• What to work on: Only the lines that contain the string "street" belong in the answer; pull them from the records.

• Records for this task:
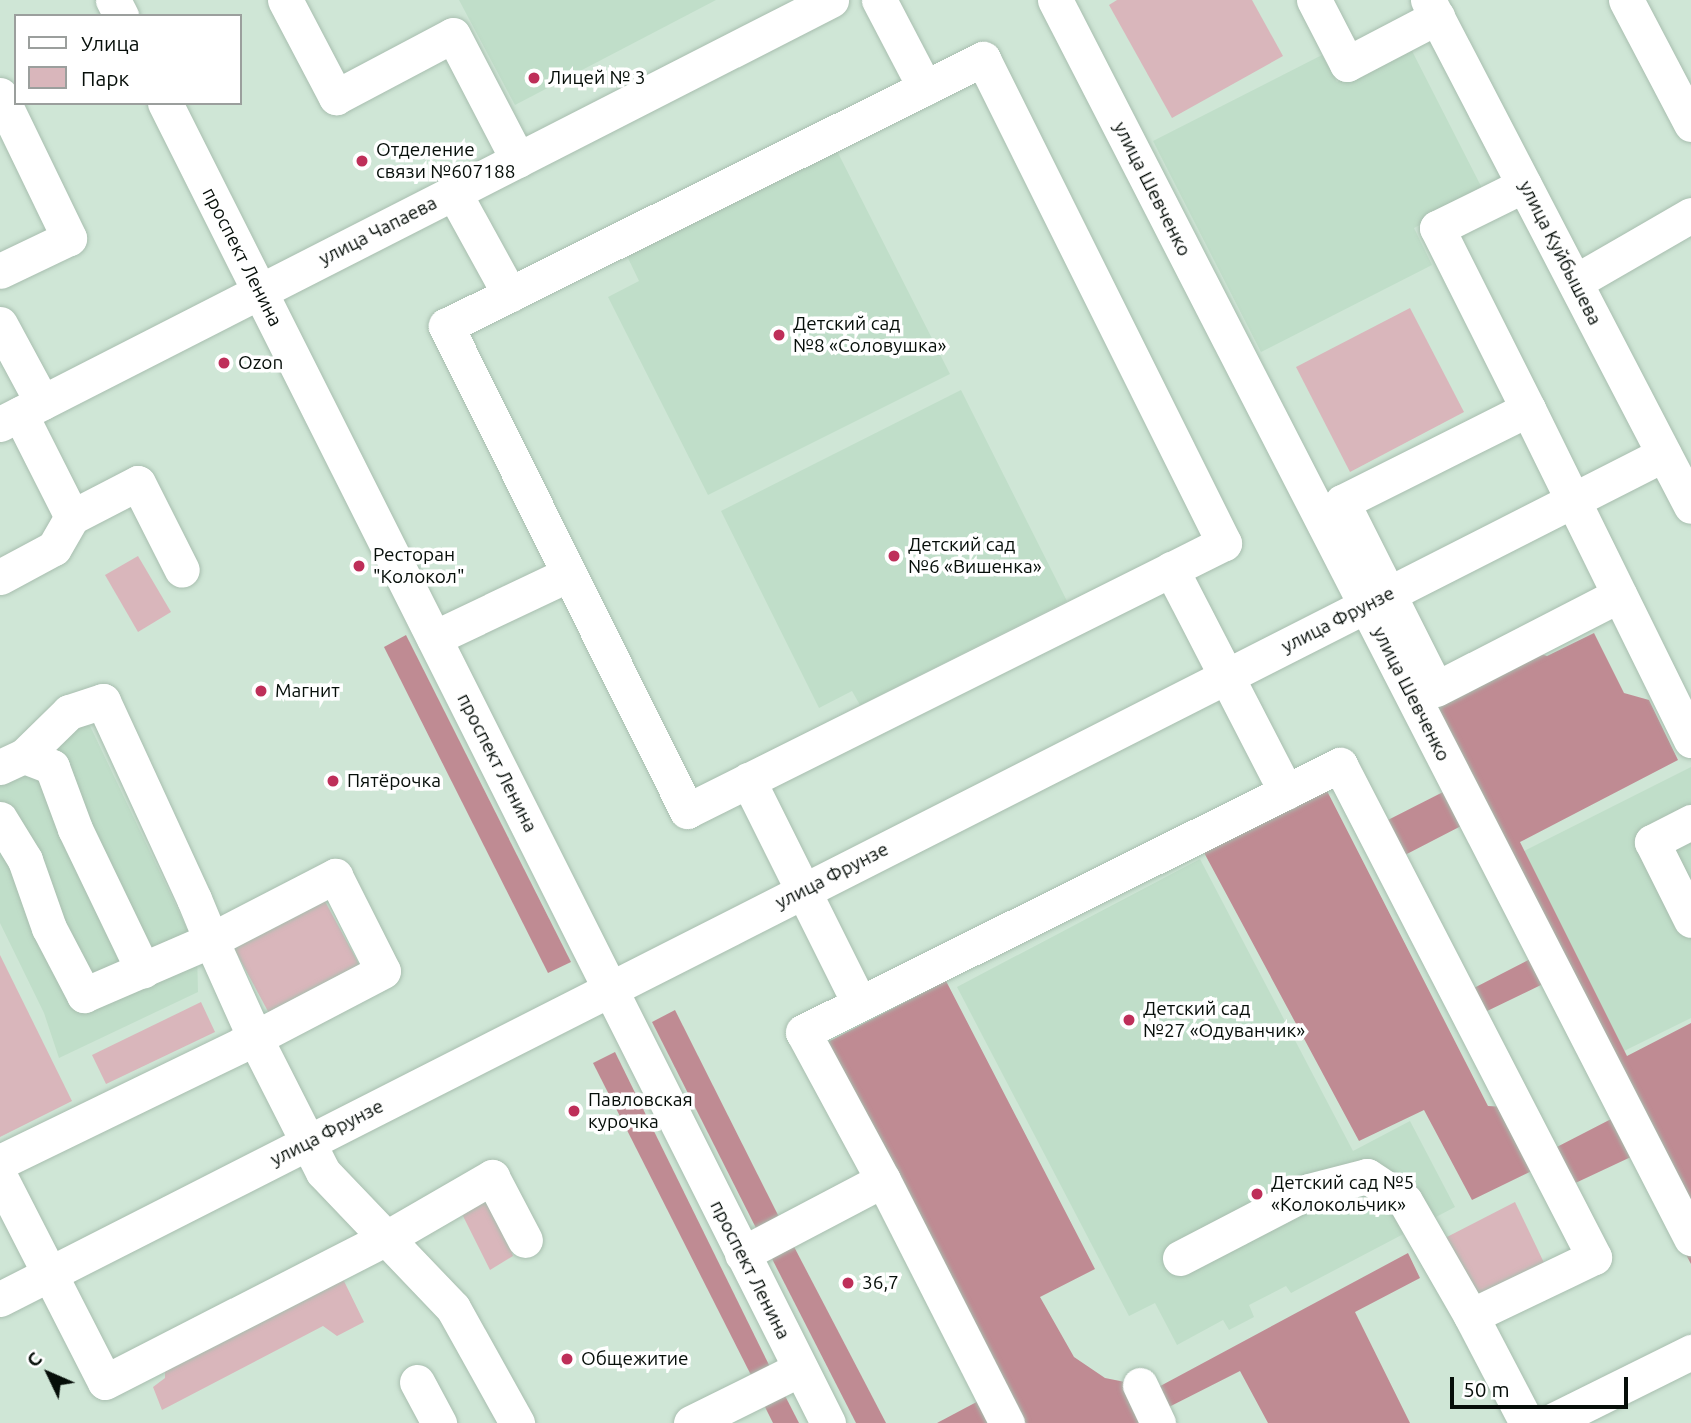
<!DOCTYPE html>
<meta charset="utf-8">
<style>
body{margin:0}
#map{position:relative;width:1691px;height:1423px;overflow:hidden;background:#cfe6d6;font-family:Ubuntu,sans-serif}
div>[style]{position:absolute}
[style*='--x']{left:calc(var(--x)*1px);top:calc(var(--y)*1px);width:calc(var(--w)*1px);rotate:calc(var(--a)*1deg)}
.built>*{inset:0;background:#c0dec9}
.green>*{inset:0;background:#d9b6bb}
.forest>*{inset:0;background:#bf8b93}
.roads{filter:drop-shadow(0 0 2px #a8beaf) drop-shadow(0 0 2px #a8beaf)}
.minor>*{height:35px;margin:-17.5px;padding:0 17.5px;transform-origin:17.5px;border-radius:17.5px;background:#fff}
.dots>*{width:19px;height:19px;translate:-50% -50%;box-sizing:border-box;border:4px solid #fff;border-radius:50%}
span{translate:-50% -50%;white-space:nowrap;text-align:center;line-height:1.15;-webkit-text-stroke:7px #fff;paint-order:stroke}
.poi-label{font-size:19px;color:#060e09}
.left{translate:0 -50%;text-align:left}
.street-label{font-size:19px;color:#060e09}
.legend{position:absolute;left:14px;top:14px;width:228px;height:91px;box-sizing:border-box;background:#fff;border:2px solid #9b9f9d;margin:0;padding:9px 12px;list-style:none;font-size:21px;color:#060e09}
.legend li{display:flex;align-items:center;gap:14px;height:35px}
.legend b{width:35px;border:2px solid #9b9f9d}
.north{position:absolute;left:14px;top:1339px;width:70px;height:70px;-webkit-text-stroke:5px #fff;paint-order:stroke;rotate:314deg;font-size:19px;font-weight:700;line-height:28px;text-align:center;color:#060e09}
.north::after{content:'';display:block;margin:auto;width:24px;height:32px;background:#060e09;clip-path:polygon(50% 0,100% 100%,50% 72%,0 100%)}
.scale{position:absolute;left:1450px;top:1377px;width:178px;height:32px;box-sizing:border-box;border:4px solid #060e09;border-top:0;padding-left:9px;font-size:21px;line-height:24px;white-space:nowrap;color:#060e09;-webkit-text-stroke:5px #fff;paint-order:stroke}
</style>
<div id="map">
<div class="built">
<i style="clip-path:polygon(459px 0,716px 0,515px 105px)"></i>
<i style="clip-path:polygon(1409px 45px,1484px 192px,1414px 228px,1432px 265px,1261px 352px,1153px 141px,1322px 55px,1337px 82px)"></i>
<i style="clip-path:polygon(837px 151px,950px 374px,708px 495px,608px 297px,639px 281px,627px 256px)"></i>
<i style="clip-path:polygon(961px 390px,1067px 601px,860px 705px,852px 691px,819px 708px,721px 511px)"></i>
<i style="clip-path:polygon(58px 720px,90px 726px,197px 950px,198px 992px,59px 1058px,44px 1013px,0 923px,0 753px)"></i>
<i style="clip-path:polygon(1691px 767px,1691px 1018px,1622px 1052px,1522px 852px)"></i>
<i style="clip-path:polygon(1200px 859px,1353px 1151px,1410px 1121px,1455px 1207px,1291px 1293px,1286px 1286px,1249px 1305px,1254px 1317px,1229px 1330px,1223px 1320px,1177px 1345px,1155px 1303px,1129px 1316px,957px 987px)"></i>
</div>
<div class="green">
<i style="clip-path:polygon(1117px 0,1252px 0,1283px 56px,1172px 118px,1109px 5px)"></i>
<i style="clip-path:polygon(1410px 308px,1464px 412px,1350px 472px,1296px 367px)"></i>
<i style="clip-path:polygon(138px 556px,171px 612px,138px 632px,105px 575px)"></i>
<i style="clip-path:polygon(320px 892px,360px 966px,270px 1015px,230px 941px)"></i>
<i style="clip-path:polygon(0 955px,72px 1101px,0 1137px)"></i>
<i style="clip-path:polygon(201px 1002px,215px 1032px,106px 1084px,92px 1055px)"></i>
<i style="clip-path:polygon(494px 1196px,513px 1256px,490px 1270px,462px 1214px)"></i>
<i style="clip-path:polygon(1515px 1202px,1547px 1269px,1478px 1300px,1445px 1238px)"></i>
<i style="clip-path:polygon(343px 1279px,364px 1322px,337px 1336px,323px 1326px,162px 1410px,153px 1387px,165px 1378px,165px 1366px)"></i>
</div>
<div class="forest">
<i style="clip-path:polygon(1594px 633px,1624px 693px,1649px 700px,1678px 760px,1520px 842px,1627px 1056px,1691px 1023px,1691px 1264px,1633px 1156px,1569px 1186px,1551px 1150px,1617px 1116px,1545px 983px,1483px 1013px,1472px 989px,1534px 957px,1463px 825px,1403px 856px,1384px 822px,1447px 790px,1435px 699px,1532px 651px,1547px 656px)"></i>
<i style="clip-path:polygon(406px 635px,571px 962px,548px 973px,384px 647px)"></i>
<i style="clip-path:polygon(1326px 789px,1488px 1106px,1506px 1107px,1538px 1168px,1472px 1200px,1424px 1110px,1359px 1141px,1201px 847px)"></i>
<i style="clip-path:polygon(946px 981px,1095px 1269px,1040px 1297px,1074px 1357px,1105px 1378px,1140px 1385px,1158px 1423px,1016px 1423px,824px 1044px)"></i>
<i style="clip-path:polygon(675px 1010px,780px 1219px,757px 1230px,652px 1022px)"></i>
<i style="clip-path:polygon(615px 1052px,773px 1373px,755px 1383px,593px 1063px)"></i>
<i style="clip-path:polygon(790px 1239px,886px 1423px,856px 1423px,767px 1249px)"></i>
<i style="clip-path:polygon(1408px 1253px,1420px 1278px,1355px 1312px,1410px 1423px,1268px 1423px,1240px 1371px,1161px 1411px,1151px 1391px)"></i>
<i style="clip-path:polygon(779px 1384px,799px 1423px,773px 1423px,759px 1395px)"></i>
<i style="clip-path:polygon(986px 1397px,998px 1423px,937px 1423px)"></i>
</div>
<div class="roads">
<div class="minor">
<i style="--x:113;--y:0;--w:18;--a:63"></i>
<i style="--x:285;--y:0;--w:110;--a:62.3"></i>
<i style="--x:336;--y:97;--w:132;--a:-27.9"></i>
<i style="--x:453;--y:35;--w:141;--a:62.5"></i>
<i style="--x:879;--y:0;--w:99;--a:62.4"></i>
<i style="--x:1055;--y:0;--w:1392;--a:62.81"></i>
<i style="--x:1314;--y:0;--w:72;--a:62.7"></i>
<i style="--x:1347;--y:64;--w:102;--a:-27.6"></i>
<i style="--x:1428;--y:0;--w:570;--a:62.54"></i>
<i style="--x:1626;--y:0;--w:140;--a:62.3"></i>
<i style="--x:983;--y:59;--w:541;--a:63.53"></i>
<i style="--x:1224;--y:543;--w:600;--a:153.48"></i>
<i style="--x:687;--y:811;--w:542;--a:-116.42"></i>
<i style="--x:446;--y:326;--w:600;--a:-26.44"></i>
<i style="--x:0;--y:95;--w:159;--a:64.2"></i>
<i style="--x:69;--y:238;--w:76;--a:154.4"></i>
<i style="--x:165;--y:103;--w:1477;--a:63.33"></i>
<i style="--x:1524;--y:185;--w:97;--a:153.7"></i>
<i style="--x:1437;--y:228;--w:203;--a:63.3"></i>
<i style="--x:1528;--y:409;--w:208;--a:153.4"></i>
<i style="--x:1342;--y:502;--w:209;--a:63.3"></i>
<i style="--x:1436;--y:689;--w:206;--a:-27.2"></i>
<i style="--x:454;--y:193;--w:116;--a:61.2"></i>
<i style="--x:1575;--y:282;--w:134;--a:-30"></i>
<i style="--x:0;--y:324;--w:89;--a:61.7"></i>
<i style="--x:1528;--y:409;--w:369;--a:63.8"></i>
<i style="--x:20;--y:414;--w:115;--a:63.2"></i>
<i style="--x:72;--y:517;--w:74;--a:-27.3"></i>
<i style="--x:138;--y:483;--w:97;--a:63.2"></i>
<i style="--x:0;--y:424;--w:933;--a:-27.03"></i>
<i style="--x:1171;--y:569;--w:251;--a:62.7"></i>
<i style="--x:0;--y:577;--w:61;--a:-28.2"></i>
<i style="--x:54;--y:548;--w:36;--a:-60"></i>
<i style="--x:434;--y:638;--w:149;--a:-25.4"></i>
<i style="--x:0;--y:767;--w:26;--a:-25"></i>
<i style="--x:24;--y:756;--w:30;--a:21"></i>
<i style="--x:52;--y:767;--w:66;--a:69.6"></i>
<i style="--x:75;--y:829;--w:157;--a:64.3"></i>
<i style="--x:748;--y:780;--w:249;--a:63.5"></i>
<i style="--x:0;--y:819;--w:48;--a:58.6"></i>
<i style="--x:25;--y:860;--w:72;--a:70.6"></i>
<i style="--x:49;--y:928;--w:76;--a:62.4"></i>
<i style="--x:84;--y:995;--w:138;--a:-23.4"></i>
<i style="--x:211;--y:940;--w:140;--a:-27.3"></i>
<i style="--x:335;--y:876;--w:106;--a:63.2"></i>
<i style="--x:383;--y:971;--w:144;--a:152.4"></i>
<i style="--x:255;--y:1038;--w:107;--a:-114.2"></i>
<i style="--x:211;--y:940;--w:44;--a:-112.5"></i>
<i style="--x:194;--y:899;--w:218;--a:-114.7"></i>
<i style="--x:103;--y:701;--w:36;--a:162"></i>
<i style="--x:69;--y:712;--w:63;--a:135.6"></i>
<i style="--x:1691;--y:822;--w:44;--a:152.9"></i>
<i style="--x:1652;--y:842;--w:87;--a:63.4"></i>
<i style="--x:0;--y:1162;--w:284;--a:-25.9"></i>
<i style="--x:255;--y:1038;--w:150;--a:63.1"></i>
<i style="--x:323;--y:1172;--w:188;--a:46.3"></i>
<i style="--x:453;--y:1308;--w:132;--a:60.9"></i>
<i style="--x:0;--y:1177;--w:230;--a:62.9"></i>
<i style="--x:105;--y:1382;--w:314;--a:-27.1"></i>
<i style="--x:385;--y:1239;--w:124;--a:-30.1"></i>
<i style="--x:492;--y:1177;--w:71;--a:62.4"></i>
<i style="--x:883;--y:1180;--w:168;--a:-118.4"></i>
<i style="--x:803;--y:1032;--w:600;--a:-26.44"></i>
<i style="--x:1340;--y:765;--w:554;--a:62.69"></i>
<i style="--x:1594;--y:1257;--w:136;--a:154.4"></i>
<i style="--x:1471;--y:1316;--w:121;--a:62.4"></i>
<i style="--x:742;--y:1254;--w:159;--a:-27.7"></i>
<i style="--x:883;--y:1180;--w:273;--a:63"></i>
<i style="--x:1180;--y:1258;--w:145;--a:-27.4"></i>
<i style="--x:1309;--y:1191;--w:60;--a:-14.5"></i>
<i style="--x:1367;--y:1176;--w:45;--a:33.3"></i>
<i style="--x:1405;--y:1201;--w:133;--a:60.1"></i>
<i style="--x:0;--y:1299;--w:1866;--a:-26.92"></i>
<i style="--x:417;--y:1382;--w:47;--a:61.8"></i>
<i style="--x:1140;--y:1385;--w:42;--a:64.7"></i>
<i style="--x:691;--y:1423;--w:122;--a:-26.4"></i>
<i style="--x:1548;--y:1423;--w:160;--a:-26.4"></i>
</div>
</div>
<div class="dots">
<i style="left:534px;top:78px;background:#be2f59"></i>
<i style="left:362px;top:161px;background:#be2f59"></i>
<i style="left:779px;top:335px;background:#be2f59"></i>
<i style="left:224px;top:363px;background:#be2f59"></i>
<i style="left:894px;top:556px;background:#be2f59"></i>
<i style="left:359px;top:566px;background:#be2f59"></i>
<i style="left:261px;top:691px;background:#be2f59"></i>
<i style="left:333px;top:781px;background:#be2f59"></i>
<i style="left:1129px;top:1020px;background:#be2f59"></i>
<i style="left:574px;top:1111px;background:#be2f59"></i>
<i style="left:1257px;top:1194px;background:#be2f59"></i>
<i style="left:848px;top:1283px;background:#be2f59"></i>
<i style="left:567px;top:1359px;background:#be2f59"></i>
</div>
<div class="poi-label">
<span class="left" style="left:548px;top:78px">Лицей № 3</span>
<span class="left" style="left:376px;top:161px">Отделение<br>связи №607188</span>
<span class="left" style="left:793px;top:335px">Детский сад<br>№8 «Соловушка»</span>
<span class="left" style="left:238px;top:363px">Ozon</span>
<span class="left" style="left:908px;top:556px">Детский сад<br>№6 «Вишенка»</span>
<span class="left" style="left:373px;top:566px">Ресторан<br>"Колокол"</span>
<span class="left" style="left:275px;top:691px">Магнит</span>
<span class="left" style="left:347px;top:781px">Пятёрочка</span>
<span class="left" style="left:1143px;top:1020px">Детский сад<br>№27 «Одуванчик»</span>
<span class="left" style="left:588px;top:1111px">Павловская<br>курочка</span>
<span class="left" style="left:1271px;top:1194px">Детский сад №5<br>«Колокольчик»</span>
<span class="left" style="left:862px;top:1283px">36,7</span>
<span class="left" style="left:581px;top:1359px">Общежитие</span>
</div>
<div class="street-label">
<span style="left:1152px;top:189px;rotate:63deg">улица Шевченко</span>
<span style="left:378px;top:231px;rotate:-27deg">улица Чапаева</span>
<span style="left:1560px;top:253px;rotate:63deg">улица Куйбышева</span>
<span style="left:242px;top:257px;rotate:63deg">проспект Ленина</span>
<span style="left:1338px;top:620px;rotate:-27deg">улица Фрунзе</span>
<span style="left:1411px;top:694px;rotate:63deg">улица Шевченко</span>
<span style="left:497px;top:763px;rotate:63deg">проспект Ленина</span>
<span style="left:832px;top:876px;rotate:-27deg">улица Фрунзе</span>
<span style="left:327px;top:1133px;rotate:-27deg">улица Фрунзе</span>
<span style="left:750px;top:1270px;rotate:63deg">проспект Ленина</span>
</div>
<ul class="legend">
<li><b style="height:9px;background:#fff"></b>Улица</li>
<li><b style="height:19px;background:#d9b6bb"></b>Парк</li>
</ul>
<div class="north">С</div>
<div class="scale">50 m</div>
</div>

• Task output:
.street-label{font-size:19px;color:#060e09}
<div class="street-label">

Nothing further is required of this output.